PROBLEM STATEMENT ::
Your answer should consist of the lines in the following data that contain "white".

Dataset excerpts
=-=-=

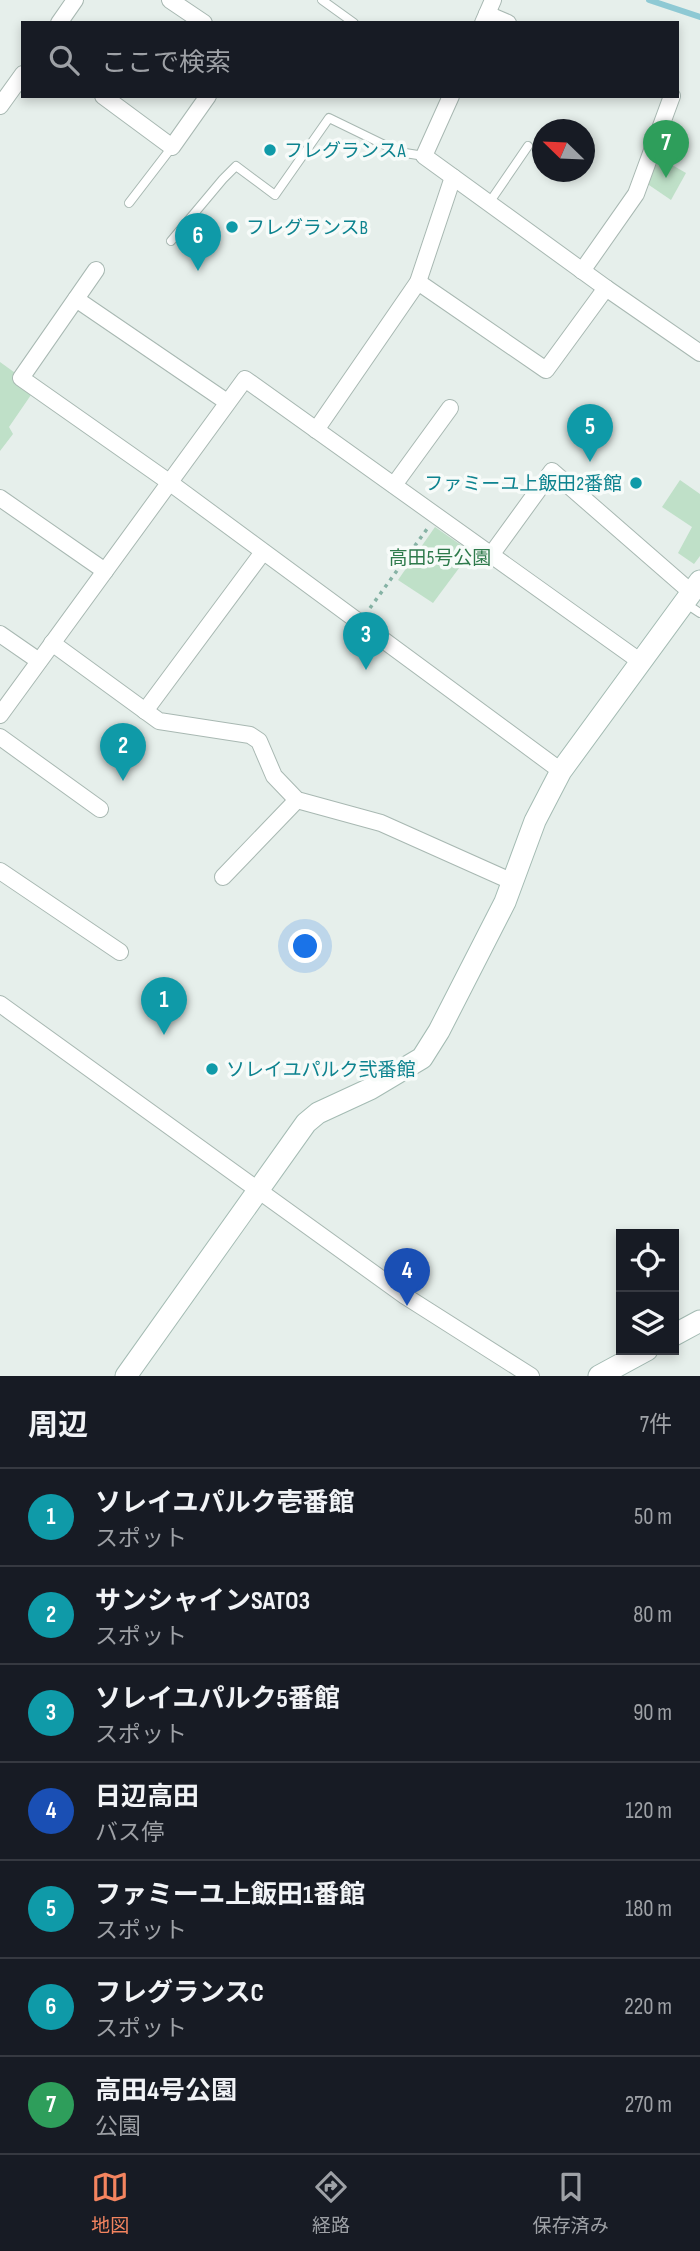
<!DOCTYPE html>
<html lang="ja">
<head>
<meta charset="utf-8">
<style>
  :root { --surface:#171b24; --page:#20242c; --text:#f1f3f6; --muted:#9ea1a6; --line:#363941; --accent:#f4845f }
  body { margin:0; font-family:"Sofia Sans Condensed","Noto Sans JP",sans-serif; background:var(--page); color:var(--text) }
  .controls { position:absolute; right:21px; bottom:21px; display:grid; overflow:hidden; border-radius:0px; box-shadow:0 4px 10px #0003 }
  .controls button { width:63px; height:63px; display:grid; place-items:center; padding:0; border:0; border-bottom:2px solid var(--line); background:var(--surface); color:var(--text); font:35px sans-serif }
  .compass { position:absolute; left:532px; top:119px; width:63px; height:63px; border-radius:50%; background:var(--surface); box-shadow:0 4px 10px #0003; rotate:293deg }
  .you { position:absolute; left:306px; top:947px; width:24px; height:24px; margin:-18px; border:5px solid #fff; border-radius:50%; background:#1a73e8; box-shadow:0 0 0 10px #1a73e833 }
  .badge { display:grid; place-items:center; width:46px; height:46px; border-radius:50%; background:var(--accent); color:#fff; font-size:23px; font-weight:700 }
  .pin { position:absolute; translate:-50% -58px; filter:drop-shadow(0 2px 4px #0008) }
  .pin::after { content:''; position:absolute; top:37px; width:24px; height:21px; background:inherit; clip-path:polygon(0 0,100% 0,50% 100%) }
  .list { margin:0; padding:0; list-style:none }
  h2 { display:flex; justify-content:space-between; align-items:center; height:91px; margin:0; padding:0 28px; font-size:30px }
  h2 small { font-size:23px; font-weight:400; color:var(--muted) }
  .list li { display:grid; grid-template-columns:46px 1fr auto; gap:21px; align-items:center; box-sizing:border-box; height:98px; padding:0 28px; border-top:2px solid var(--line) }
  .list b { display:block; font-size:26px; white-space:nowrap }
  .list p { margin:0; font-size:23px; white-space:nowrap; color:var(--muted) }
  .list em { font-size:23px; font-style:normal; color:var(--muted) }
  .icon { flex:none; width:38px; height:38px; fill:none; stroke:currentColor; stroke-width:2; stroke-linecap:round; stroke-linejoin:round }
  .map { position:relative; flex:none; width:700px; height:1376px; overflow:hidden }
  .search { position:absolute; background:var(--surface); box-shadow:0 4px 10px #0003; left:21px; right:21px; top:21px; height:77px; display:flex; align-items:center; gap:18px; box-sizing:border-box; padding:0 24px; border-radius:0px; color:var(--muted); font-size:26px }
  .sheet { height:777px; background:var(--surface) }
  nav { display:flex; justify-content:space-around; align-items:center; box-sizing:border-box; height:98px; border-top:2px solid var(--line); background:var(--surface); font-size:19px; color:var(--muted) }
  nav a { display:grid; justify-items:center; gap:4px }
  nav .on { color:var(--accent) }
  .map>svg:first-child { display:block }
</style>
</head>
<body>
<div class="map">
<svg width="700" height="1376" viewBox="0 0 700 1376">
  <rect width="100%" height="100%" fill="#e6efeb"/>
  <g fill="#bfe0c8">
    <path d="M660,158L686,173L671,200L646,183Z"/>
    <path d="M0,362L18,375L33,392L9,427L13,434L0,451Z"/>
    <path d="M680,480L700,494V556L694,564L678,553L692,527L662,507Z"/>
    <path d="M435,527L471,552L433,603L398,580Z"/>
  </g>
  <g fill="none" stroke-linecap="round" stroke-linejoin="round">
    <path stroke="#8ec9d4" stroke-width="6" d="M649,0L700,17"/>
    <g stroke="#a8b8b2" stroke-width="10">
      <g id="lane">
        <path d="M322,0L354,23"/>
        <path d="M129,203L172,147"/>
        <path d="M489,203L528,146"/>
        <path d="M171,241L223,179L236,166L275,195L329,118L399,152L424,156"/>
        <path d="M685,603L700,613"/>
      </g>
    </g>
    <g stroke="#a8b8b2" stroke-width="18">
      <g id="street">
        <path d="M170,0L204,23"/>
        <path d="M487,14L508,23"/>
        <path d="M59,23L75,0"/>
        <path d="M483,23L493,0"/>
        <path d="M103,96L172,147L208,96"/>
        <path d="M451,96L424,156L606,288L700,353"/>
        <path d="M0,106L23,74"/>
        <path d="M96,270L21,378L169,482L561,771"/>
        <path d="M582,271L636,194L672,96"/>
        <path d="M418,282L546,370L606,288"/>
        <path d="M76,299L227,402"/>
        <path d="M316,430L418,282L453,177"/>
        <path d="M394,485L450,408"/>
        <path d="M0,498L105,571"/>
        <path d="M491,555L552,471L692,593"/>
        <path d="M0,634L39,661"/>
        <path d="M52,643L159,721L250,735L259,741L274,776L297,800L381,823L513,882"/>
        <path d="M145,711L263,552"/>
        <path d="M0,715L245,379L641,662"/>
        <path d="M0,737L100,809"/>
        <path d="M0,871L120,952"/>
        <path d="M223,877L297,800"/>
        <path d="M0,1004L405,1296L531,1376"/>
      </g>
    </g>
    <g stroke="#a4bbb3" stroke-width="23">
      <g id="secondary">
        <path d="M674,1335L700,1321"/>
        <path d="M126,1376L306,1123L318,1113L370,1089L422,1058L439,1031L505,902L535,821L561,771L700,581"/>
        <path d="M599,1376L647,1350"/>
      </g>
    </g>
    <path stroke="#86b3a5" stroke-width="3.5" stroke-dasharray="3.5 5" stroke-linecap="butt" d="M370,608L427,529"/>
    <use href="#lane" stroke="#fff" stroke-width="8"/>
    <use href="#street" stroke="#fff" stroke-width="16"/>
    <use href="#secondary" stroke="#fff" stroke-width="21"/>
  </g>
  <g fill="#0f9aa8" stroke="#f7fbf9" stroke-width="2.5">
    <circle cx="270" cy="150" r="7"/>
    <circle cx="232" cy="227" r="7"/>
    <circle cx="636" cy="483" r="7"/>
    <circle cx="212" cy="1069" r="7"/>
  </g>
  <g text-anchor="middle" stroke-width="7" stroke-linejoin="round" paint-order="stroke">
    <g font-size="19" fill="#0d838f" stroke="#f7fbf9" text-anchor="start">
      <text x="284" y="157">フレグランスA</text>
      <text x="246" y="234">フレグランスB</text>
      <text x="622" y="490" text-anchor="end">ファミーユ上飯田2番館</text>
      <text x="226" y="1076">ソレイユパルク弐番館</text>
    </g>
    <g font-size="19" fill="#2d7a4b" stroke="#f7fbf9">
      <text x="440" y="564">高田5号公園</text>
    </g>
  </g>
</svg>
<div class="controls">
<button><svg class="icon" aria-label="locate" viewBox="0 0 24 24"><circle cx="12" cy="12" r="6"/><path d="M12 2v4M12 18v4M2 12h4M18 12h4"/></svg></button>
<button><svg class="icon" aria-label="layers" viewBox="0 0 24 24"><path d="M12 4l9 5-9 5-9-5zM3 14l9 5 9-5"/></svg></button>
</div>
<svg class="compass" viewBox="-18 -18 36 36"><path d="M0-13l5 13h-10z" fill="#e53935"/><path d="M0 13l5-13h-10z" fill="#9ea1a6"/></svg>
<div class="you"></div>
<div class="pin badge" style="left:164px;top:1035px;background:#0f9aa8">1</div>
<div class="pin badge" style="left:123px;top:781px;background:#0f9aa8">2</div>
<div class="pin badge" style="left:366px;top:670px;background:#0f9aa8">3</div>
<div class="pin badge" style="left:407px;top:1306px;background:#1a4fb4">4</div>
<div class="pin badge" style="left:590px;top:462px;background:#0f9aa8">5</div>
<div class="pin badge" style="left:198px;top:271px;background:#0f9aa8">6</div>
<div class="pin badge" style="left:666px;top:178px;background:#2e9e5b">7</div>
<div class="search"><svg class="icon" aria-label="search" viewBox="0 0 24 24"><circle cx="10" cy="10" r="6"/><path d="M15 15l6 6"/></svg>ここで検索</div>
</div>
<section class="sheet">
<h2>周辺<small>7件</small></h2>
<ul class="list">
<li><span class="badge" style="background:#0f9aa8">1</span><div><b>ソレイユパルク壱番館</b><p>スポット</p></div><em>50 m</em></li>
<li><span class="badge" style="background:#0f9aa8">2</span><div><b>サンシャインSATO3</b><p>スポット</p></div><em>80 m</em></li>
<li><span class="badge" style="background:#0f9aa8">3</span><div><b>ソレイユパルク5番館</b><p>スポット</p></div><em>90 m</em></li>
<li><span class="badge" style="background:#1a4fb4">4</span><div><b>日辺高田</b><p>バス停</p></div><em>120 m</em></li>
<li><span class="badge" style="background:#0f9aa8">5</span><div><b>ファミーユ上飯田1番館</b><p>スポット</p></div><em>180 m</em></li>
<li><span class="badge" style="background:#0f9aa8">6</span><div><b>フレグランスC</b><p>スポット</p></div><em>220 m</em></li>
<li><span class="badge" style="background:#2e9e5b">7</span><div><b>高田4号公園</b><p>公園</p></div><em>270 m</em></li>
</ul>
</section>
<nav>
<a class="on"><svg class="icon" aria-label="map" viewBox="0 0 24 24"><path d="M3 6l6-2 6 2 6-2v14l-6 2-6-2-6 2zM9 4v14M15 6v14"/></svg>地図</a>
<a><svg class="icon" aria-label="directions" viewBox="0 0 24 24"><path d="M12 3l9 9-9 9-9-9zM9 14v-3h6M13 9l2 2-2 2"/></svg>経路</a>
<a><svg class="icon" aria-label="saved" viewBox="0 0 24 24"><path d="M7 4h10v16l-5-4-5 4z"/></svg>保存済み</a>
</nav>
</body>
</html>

=-=-=

SOLUTION TO THIS TASK ::
  .list b { display:block; font-size:26px; white-space:nowrap }
  .list p { margin:0; font-size:23px; white-space:nowrap; color:var(--muted) }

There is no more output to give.